◆ **What is expected**
The answer must be one number: how many lines in the records below contain the word "stream".

◆ **Exercise input**
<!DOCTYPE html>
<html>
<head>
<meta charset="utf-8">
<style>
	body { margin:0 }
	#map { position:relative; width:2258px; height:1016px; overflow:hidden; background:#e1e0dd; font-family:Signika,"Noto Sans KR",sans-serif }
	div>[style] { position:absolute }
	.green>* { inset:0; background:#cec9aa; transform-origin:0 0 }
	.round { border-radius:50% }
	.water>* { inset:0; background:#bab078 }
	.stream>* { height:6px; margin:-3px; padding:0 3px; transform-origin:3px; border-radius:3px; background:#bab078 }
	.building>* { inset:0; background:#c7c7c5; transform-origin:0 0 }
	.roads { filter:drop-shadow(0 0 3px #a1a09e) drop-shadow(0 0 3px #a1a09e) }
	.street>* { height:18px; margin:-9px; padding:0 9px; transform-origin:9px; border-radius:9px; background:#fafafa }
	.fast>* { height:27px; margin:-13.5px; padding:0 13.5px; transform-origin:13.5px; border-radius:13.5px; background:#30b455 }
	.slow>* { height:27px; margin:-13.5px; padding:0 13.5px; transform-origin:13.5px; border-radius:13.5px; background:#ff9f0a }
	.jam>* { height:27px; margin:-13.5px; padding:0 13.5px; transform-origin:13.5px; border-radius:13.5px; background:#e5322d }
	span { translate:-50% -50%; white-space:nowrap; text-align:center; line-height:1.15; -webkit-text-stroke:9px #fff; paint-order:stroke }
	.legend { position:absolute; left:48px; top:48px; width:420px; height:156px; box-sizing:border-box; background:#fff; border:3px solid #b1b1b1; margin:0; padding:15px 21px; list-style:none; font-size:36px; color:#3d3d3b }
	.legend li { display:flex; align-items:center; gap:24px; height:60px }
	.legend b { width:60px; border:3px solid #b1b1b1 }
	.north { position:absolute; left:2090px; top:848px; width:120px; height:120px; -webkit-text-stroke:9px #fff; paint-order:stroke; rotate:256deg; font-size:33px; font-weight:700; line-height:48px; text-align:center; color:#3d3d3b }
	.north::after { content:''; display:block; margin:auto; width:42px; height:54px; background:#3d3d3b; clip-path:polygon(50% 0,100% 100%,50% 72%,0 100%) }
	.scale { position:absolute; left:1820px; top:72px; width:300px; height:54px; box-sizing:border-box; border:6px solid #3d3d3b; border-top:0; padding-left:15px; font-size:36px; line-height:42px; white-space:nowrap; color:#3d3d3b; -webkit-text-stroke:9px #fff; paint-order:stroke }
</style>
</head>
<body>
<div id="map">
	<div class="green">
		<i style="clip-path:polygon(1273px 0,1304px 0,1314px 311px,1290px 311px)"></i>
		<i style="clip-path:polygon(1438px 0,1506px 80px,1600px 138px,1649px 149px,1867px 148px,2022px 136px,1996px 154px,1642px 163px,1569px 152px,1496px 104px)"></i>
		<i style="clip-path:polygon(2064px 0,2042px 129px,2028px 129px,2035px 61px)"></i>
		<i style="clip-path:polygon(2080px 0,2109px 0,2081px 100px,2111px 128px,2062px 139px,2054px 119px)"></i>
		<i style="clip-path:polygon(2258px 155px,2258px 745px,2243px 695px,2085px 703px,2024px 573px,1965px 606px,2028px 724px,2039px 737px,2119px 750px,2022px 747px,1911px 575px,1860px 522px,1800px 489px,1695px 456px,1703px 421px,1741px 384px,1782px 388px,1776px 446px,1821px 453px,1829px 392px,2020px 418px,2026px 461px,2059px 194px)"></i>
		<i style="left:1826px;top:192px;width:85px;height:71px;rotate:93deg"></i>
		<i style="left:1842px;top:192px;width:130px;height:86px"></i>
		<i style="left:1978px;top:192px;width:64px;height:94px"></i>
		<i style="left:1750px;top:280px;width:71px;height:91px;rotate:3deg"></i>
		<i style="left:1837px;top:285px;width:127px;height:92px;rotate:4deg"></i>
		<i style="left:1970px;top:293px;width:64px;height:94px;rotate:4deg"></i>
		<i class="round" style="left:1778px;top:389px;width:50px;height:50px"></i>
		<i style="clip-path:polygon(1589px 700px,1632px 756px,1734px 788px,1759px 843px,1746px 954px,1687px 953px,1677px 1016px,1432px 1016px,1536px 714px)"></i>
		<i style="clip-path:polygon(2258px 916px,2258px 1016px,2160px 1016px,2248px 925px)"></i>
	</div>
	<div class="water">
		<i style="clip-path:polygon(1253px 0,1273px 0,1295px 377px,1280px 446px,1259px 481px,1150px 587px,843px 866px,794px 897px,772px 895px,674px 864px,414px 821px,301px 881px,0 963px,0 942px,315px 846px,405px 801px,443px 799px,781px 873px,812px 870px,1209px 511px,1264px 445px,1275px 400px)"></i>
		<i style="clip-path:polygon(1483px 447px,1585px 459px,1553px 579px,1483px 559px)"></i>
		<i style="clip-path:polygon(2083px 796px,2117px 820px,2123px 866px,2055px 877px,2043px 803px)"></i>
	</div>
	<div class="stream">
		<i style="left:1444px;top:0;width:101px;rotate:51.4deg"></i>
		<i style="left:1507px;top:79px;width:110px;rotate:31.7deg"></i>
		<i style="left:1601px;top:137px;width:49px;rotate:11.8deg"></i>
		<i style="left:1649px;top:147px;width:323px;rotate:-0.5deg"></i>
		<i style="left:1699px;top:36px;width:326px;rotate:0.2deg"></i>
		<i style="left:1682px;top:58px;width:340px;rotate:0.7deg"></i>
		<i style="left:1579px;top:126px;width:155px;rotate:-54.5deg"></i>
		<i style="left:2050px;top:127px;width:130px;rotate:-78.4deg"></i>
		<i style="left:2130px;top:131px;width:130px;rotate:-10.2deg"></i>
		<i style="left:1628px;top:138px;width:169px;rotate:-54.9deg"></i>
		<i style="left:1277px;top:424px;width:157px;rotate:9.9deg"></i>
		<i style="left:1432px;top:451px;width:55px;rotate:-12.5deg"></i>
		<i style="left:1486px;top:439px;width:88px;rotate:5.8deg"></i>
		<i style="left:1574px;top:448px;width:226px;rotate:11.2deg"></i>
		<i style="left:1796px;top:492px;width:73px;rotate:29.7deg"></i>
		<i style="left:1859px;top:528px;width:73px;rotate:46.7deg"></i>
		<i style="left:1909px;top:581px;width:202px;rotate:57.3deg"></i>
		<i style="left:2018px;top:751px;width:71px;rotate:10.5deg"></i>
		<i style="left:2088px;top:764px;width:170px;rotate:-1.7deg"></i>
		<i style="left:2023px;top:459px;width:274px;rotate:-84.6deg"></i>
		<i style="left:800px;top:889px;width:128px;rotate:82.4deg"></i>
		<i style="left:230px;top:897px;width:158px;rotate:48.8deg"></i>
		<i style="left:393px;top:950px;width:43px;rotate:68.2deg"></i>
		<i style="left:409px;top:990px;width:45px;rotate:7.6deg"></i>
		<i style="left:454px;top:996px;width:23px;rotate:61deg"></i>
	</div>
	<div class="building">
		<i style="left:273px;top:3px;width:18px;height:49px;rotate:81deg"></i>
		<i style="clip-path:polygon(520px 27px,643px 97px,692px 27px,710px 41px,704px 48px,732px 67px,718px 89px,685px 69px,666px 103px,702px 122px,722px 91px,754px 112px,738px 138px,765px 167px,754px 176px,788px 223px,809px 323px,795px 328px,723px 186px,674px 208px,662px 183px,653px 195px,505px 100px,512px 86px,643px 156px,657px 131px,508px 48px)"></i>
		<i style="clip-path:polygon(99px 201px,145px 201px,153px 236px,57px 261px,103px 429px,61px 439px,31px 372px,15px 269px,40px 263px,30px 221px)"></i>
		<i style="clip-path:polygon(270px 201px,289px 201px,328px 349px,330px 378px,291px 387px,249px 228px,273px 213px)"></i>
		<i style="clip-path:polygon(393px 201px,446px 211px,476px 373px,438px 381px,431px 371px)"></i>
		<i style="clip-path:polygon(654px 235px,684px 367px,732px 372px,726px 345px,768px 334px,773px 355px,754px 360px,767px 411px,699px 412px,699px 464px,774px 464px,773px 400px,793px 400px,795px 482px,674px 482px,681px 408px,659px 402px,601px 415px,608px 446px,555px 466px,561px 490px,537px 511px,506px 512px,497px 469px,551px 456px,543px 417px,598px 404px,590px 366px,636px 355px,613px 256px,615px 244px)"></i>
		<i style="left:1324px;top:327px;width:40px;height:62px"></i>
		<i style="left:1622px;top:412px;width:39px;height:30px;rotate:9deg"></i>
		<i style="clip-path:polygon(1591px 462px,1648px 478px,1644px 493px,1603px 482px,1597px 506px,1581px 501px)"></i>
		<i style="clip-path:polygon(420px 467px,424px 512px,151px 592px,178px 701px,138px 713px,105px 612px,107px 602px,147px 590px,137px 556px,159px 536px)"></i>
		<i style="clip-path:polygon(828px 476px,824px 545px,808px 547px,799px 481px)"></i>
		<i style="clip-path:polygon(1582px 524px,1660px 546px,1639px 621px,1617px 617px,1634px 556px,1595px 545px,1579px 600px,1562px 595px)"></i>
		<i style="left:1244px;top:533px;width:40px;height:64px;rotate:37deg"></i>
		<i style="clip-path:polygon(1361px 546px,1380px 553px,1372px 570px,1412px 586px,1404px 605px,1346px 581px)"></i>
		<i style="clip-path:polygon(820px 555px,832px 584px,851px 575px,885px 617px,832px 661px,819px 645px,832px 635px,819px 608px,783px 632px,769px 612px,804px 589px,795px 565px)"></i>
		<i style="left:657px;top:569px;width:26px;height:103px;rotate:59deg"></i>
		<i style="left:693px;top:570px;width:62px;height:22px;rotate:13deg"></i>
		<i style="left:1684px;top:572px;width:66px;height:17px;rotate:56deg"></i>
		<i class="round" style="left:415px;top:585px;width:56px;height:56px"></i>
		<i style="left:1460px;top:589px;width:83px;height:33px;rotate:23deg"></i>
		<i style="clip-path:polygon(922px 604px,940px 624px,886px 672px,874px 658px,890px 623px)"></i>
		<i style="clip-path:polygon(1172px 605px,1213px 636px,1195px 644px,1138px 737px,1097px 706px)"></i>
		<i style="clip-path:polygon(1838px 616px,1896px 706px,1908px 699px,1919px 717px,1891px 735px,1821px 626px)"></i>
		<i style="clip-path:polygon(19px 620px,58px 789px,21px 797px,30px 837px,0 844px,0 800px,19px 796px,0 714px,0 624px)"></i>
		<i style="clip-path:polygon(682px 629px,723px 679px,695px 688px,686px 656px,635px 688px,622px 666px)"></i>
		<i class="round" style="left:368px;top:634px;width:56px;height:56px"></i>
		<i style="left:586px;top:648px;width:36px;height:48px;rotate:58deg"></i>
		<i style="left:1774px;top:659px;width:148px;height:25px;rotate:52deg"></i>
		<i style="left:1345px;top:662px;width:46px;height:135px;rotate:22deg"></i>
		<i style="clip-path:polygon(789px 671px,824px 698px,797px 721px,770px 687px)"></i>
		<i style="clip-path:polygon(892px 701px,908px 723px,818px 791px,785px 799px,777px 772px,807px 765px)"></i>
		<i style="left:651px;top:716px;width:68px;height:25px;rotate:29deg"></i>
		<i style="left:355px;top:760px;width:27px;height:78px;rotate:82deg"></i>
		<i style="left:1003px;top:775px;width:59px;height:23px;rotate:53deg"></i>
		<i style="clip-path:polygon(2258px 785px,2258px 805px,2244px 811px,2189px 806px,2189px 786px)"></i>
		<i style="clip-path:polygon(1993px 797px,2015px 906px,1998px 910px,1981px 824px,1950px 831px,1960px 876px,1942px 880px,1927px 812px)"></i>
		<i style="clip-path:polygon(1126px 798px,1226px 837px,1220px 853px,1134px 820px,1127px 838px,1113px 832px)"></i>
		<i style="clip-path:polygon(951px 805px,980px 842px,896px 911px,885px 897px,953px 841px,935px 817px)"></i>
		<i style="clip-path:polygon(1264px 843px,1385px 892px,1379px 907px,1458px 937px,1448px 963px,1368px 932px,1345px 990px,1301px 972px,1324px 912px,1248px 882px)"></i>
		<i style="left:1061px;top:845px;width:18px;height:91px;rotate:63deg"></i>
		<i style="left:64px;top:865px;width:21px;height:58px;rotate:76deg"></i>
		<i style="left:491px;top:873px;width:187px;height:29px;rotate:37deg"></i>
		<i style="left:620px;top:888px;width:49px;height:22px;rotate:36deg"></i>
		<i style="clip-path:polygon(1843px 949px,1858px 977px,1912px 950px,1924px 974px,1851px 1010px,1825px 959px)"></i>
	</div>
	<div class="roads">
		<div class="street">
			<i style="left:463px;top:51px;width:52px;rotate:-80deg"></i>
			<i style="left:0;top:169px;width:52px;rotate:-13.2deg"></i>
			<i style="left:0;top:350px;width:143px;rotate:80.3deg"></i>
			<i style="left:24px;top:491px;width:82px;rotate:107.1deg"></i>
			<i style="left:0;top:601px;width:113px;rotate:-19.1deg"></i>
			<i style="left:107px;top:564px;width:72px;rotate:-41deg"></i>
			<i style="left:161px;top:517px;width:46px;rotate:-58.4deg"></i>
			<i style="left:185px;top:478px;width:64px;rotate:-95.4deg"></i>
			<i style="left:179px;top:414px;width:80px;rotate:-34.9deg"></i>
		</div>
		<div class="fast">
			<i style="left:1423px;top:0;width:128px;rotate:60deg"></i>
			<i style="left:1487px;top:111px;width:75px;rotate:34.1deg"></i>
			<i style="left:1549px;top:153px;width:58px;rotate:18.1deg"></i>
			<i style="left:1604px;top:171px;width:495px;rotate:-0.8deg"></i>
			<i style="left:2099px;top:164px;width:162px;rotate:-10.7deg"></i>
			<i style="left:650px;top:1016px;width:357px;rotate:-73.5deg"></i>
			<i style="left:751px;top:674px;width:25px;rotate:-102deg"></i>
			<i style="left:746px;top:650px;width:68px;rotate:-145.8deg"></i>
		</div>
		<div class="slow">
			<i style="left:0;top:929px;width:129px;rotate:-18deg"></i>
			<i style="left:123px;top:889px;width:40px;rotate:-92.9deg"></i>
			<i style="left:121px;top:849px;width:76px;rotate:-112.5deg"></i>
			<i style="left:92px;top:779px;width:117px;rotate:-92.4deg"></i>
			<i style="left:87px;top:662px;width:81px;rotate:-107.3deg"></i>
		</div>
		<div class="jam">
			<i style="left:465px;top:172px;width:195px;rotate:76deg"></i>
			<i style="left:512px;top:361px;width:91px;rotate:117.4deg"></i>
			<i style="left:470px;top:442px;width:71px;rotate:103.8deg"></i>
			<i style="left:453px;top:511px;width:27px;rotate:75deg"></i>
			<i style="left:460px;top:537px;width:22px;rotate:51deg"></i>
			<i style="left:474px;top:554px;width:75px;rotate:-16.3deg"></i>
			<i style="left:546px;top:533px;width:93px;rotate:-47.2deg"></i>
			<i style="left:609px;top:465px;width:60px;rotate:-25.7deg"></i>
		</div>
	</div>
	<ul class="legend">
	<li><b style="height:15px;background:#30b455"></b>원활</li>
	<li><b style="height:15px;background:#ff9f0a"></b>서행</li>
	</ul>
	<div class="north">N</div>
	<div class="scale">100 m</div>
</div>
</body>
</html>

◆ **Solution to this exercise**
2